■ **EXERCISE DESCRIPTION**:
Using the records below, filter for lines that contain the string "canvas" and copy them out.

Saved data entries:

--

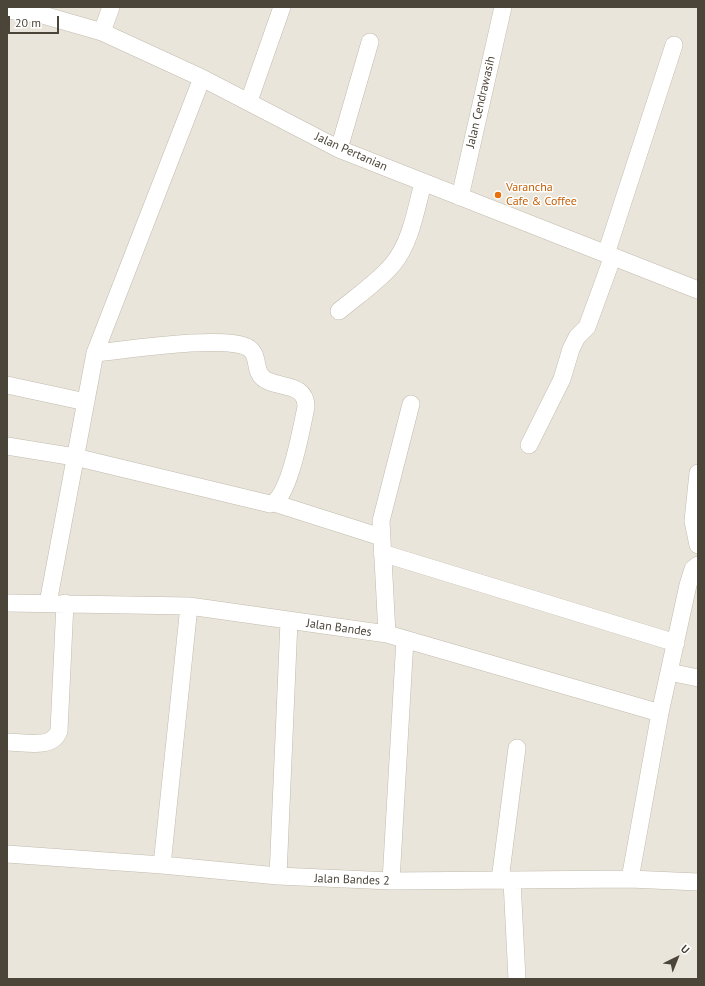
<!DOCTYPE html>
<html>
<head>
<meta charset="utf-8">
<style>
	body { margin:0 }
	#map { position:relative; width:705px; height:986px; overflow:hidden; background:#f6f3ec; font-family:"PT Sans",sans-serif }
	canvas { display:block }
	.frame { position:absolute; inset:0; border:8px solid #4b4439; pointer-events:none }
	.north { position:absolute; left:657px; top:938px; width:40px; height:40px; -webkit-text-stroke:3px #fff; paint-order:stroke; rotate:43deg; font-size:11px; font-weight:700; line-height:16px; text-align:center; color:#4b4439 }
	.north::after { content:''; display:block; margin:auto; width:14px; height:18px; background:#4b4439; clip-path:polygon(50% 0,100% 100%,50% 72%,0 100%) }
	.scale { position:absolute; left:8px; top:16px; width:51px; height:18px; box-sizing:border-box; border:2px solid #4b4439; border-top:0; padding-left:5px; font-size:12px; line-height:14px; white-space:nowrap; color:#4b4439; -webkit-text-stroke:3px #fff; paint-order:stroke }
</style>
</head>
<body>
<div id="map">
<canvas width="705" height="986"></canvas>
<div class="frame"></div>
<div class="north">U</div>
<div class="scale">20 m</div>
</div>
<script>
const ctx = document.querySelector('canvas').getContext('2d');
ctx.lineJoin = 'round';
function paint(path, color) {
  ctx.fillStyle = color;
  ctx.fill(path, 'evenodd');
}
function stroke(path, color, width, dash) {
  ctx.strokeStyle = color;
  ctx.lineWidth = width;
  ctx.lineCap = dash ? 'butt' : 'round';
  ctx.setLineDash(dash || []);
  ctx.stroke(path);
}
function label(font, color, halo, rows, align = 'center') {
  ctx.font = font + ' "PT Sans",sans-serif';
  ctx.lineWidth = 3;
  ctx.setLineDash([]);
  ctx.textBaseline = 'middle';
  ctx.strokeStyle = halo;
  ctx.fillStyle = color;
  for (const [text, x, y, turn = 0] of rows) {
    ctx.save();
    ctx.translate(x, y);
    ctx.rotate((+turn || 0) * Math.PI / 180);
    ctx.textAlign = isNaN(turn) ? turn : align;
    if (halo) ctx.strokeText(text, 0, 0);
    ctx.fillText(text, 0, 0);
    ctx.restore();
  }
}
const residential = new Path2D(`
	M 7,7 L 698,7 L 698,979 L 7,979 Z`);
const street = new Path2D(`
	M 7,10 L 43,15 L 102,32 L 202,78 L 339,149 L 698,290
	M 102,32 L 111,7
	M 249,101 L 282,7
	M 339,149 L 370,42
	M 460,197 L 503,7
	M 606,254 L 674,45
	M 339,311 C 357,296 378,282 393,264 C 411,242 416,209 423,183
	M 7,385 L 86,402
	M 529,445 L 562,379 L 571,349 L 577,337 L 587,327 L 613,256
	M 7,446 L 75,457 L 270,504 C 289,502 302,425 306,407 C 306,384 283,388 268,381 C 251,374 262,355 247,347 C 222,335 127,350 95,353
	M 698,473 L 693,521 L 698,545
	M 274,503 L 381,537
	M 382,553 L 676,643
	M 7,603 L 189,606 L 387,634 L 660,713
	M 48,603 L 95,353 L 202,78
	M 387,634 L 381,521 L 411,404
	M 669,672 L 698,678
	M 7,742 C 24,742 52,750 59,731 L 65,603
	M 7,854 L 162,865 L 278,876 L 391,881 L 630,879 L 698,882
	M 162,865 L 189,606
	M 278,876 L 289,621
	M 630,879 L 660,713 L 688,585 L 693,569 L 698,565
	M 500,880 L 517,748
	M 391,881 L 405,639
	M 512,881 L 517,979`);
const markers = [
	[498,195,4,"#e8710a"]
];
const streetNames = [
	["Jalan Cendrawasih",481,102,-77],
	["Jalan Pertanian",351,152,24],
	["Jalan Bandes",339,628,8],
	["Jalan Bandes 2",352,880,2]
];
const foodNames = [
	["Varancha",506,188],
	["Cafe & Coffee",506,202]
];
paint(residential, '#eae5da');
stroke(street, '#c2bbae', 18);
stroke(street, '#fff', 17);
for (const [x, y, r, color] of markers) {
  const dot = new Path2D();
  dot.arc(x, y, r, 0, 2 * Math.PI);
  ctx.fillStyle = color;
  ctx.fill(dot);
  stroke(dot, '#fff', 1.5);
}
label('12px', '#4b4439', '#fff', streetNames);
label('12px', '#c56008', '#fff', foodNames, 'left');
</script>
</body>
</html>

--

■ **SOLUTION**:
	canvas { display:block }
<canvas width="705" height="986"></canvas>
const ctx = document.querySelector('canvas').getContext('2d');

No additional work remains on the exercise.